So, I’ve changed my mind. On sober second thought, it occurs to me that when I find myself in enthusiastic agreement with “White House insiders” and the National Review that Alberto Gonzales disgraced himself yesterday, I may have missed something important. Assuming the president watched so much as 10 minutes of his attorney general being poleaxed by even rudimentary questions from the Senate judiciary committee, it strains credulity to believe that Gonzales still has Bush’s “full confidence.”
Until you stop to consider that the president wasn’t watching the same movie as the rest of us and that Gonzales wasn’t reading from the same script. Perhaps what we witnessed yesterday was in fact a tour de force, a home run for the president’s overarching theory of the unitary executive.
The theory of the unitary executive is a radical vision of executive power in which the president is the big boss of the entire executive branch and has final say over everything that happens within it. At its core, the theory holds that Congress has very limited authority to divest the president of those powers. An expanded version of this theory was the legal predicate for the torture memo: “In light of the president’s complete authority over the conduct of war, without a clear statement otherwise, criminal statutes are not read as infringing on the president’s ultimate authority in these areas. … Congress may no more regulate the president’s ability to detain and interrogate enemy combatants than it may regulate his ability to direct troop movements on the battlefield.”
One of the key issues in the early battles over unitary executive theory was the president’s firing power. In its first incarnations, the notion of a unitary executive shored up the president’s claim that he was entitled to fire executive officials—including the independent counsel and agency heads—as the mood took him.
If you watch the Gonzales hearing through this prism (and in this White House, even the bathroom windows look out through that prism), they were a triumph. For six impressive hours, the attorney general embodied the core principles that he is not beholden to Congress, that the Senate has no authority over him, and that he was only there as a favor to them in their funny little fact-finding mission.
Consider how Gonzales rebuffed Republican Sen.
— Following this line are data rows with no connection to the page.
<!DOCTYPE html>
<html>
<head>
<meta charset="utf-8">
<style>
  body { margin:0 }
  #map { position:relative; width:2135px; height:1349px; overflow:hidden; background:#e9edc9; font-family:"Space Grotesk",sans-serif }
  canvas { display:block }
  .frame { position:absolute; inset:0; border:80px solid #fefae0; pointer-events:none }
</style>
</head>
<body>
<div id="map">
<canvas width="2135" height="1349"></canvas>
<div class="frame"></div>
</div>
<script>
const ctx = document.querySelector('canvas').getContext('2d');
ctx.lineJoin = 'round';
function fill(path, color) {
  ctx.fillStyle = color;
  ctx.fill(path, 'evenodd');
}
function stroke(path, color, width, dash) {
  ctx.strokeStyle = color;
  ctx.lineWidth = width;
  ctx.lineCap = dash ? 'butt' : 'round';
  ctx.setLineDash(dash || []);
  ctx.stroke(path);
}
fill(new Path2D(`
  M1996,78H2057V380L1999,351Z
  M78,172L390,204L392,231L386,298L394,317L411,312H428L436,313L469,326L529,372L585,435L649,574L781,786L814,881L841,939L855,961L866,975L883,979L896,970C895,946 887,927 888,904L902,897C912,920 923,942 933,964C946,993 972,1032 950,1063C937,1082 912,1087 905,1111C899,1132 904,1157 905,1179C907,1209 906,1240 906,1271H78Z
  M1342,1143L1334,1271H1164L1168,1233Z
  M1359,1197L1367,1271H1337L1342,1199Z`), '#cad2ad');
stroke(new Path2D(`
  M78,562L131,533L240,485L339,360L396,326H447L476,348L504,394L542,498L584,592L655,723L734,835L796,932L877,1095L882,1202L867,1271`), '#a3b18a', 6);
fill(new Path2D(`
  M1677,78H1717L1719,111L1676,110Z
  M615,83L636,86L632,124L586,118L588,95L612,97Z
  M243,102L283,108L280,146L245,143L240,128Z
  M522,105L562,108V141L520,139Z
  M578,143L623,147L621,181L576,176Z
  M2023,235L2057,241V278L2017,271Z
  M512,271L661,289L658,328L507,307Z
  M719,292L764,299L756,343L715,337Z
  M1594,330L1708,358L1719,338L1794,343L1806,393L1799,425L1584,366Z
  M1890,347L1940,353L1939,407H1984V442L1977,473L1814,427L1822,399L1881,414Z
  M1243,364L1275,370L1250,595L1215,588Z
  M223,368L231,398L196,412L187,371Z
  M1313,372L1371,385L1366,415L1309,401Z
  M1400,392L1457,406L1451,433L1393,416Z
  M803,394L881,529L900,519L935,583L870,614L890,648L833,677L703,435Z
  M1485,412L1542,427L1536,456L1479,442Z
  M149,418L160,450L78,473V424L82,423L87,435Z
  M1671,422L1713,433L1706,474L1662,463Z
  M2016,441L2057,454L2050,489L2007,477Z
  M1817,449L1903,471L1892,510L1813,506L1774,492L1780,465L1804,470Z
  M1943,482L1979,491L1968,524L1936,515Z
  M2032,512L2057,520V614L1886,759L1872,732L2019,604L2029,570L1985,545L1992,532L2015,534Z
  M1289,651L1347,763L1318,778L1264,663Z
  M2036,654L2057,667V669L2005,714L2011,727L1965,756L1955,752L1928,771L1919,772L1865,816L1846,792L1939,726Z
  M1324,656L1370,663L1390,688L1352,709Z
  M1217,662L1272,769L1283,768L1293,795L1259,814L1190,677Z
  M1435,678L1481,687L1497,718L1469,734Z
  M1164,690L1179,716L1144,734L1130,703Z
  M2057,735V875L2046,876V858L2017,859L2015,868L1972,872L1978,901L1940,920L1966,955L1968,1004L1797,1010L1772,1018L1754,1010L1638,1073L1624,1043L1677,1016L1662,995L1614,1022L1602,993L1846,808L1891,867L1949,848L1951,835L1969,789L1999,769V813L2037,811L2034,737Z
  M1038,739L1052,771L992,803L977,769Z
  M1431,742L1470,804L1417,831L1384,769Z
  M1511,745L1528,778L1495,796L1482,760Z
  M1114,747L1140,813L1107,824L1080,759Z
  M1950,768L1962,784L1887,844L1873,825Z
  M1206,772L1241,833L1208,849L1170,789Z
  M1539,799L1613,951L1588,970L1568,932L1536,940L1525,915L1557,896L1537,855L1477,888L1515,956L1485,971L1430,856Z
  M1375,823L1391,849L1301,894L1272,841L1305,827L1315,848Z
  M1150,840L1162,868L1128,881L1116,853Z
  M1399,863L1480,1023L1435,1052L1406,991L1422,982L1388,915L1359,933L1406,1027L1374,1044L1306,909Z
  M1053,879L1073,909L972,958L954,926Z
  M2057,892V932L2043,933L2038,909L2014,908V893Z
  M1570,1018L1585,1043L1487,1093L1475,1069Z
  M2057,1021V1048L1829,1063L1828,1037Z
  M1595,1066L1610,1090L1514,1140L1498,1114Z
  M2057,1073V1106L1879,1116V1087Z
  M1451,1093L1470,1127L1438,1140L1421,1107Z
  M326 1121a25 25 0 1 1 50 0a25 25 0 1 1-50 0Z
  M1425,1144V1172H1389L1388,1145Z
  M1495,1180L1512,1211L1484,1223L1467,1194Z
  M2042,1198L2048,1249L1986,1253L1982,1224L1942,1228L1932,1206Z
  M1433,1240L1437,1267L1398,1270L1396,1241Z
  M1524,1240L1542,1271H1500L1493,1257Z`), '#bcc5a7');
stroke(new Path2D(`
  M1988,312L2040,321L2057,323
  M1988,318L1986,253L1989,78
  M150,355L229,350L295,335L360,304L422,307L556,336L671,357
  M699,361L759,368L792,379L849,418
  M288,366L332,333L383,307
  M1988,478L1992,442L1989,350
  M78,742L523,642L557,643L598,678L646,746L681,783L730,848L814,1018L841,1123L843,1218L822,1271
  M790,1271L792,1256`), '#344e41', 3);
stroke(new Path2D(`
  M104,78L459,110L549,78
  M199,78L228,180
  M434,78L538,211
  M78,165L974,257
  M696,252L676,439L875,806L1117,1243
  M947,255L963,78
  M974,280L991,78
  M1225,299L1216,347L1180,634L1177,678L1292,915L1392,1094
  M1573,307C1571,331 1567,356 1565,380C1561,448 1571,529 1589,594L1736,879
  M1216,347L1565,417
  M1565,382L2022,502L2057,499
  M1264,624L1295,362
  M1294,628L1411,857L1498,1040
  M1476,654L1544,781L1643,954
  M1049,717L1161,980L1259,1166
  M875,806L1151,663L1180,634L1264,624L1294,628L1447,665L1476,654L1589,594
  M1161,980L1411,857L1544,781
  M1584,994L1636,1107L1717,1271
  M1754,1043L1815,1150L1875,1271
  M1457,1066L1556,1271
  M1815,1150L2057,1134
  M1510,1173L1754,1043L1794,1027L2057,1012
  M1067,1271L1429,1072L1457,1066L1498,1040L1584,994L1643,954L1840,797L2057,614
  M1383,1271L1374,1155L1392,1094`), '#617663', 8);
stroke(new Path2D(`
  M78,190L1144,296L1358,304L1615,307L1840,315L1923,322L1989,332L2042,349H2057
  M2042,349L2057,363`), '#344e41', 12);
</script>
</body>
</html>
John Cornyn when he suggested a future Senate hearing about the convictions of two Texas border patrol officers. (That’s executive branch business, son.) Consider the attorney general’s inability to explain why Kyle Sampson pushed ahead with a plan to do away with Senate confirmation for U.S. attorneys, if as he claimed, Gonzales didn’t approve it. (That’s between me and the president and Kyle Sampson, son.) Consider Gonzales’ skirmish with Democratic Sen. Chuck Schumer over who bore the burden of proof at the hearings. (How can there be a burden of proof when you have no authority to sit in judgment over me, son?) And listen to him tell Republican Sen. Charles Grassley: “I’m here to provide what I know, what I recall as to the truth in order to help the Congress help to complete the record.”
Finally, consider this telling colloquy with Republican Sen. Lindsey Graham:
I tried to have dialogue with the Congress, to try to be as forthcoming as I can be, to reassure the Congress. I’ve tried to inform the Congress that I don’t have anything to hide. … I didn’t say no to the document request. I didn’t say, “No, you can’t interview” to my internal staff. … I’ve done—everything I’ve done has been consistent with the principle of pursuing truth and accountability.
This man was doing the Senate a favor by showing up at all. Turning over documents? He deserves a medal!
This record reflects either a Harvard-trained lawyer—and former state Supreme Court judge—with absolutely no command of the facts or the law, or it reveals a proponent of the unitary executive theory with absolutely nothing to prove. Gonzales’ failure to even mount a defense; his posture of barely tolerating congressional inquiries; his refusal to concede that he owed the Senate any explanation or any evidence; his refusal to even accept that he bore some burden of proof—all of it tots up to a masterful display of the perfect contempt felt by the Bush executive branch for this Congress and its pretensions of oversight. In the plainest sense, Gonzales elevated the Bush legal doctrine of “Because I said so” into a public spectacle.
Viewed in that light, Gonzales did exactly what he needed to do yesterday. He took a high, inside pitch to the head for the team (nobody wants to look like a dolt on national television) but hit a massive home run for the notion that at the end of the day, congressional oversight over the executive branch is little more than empty theatre.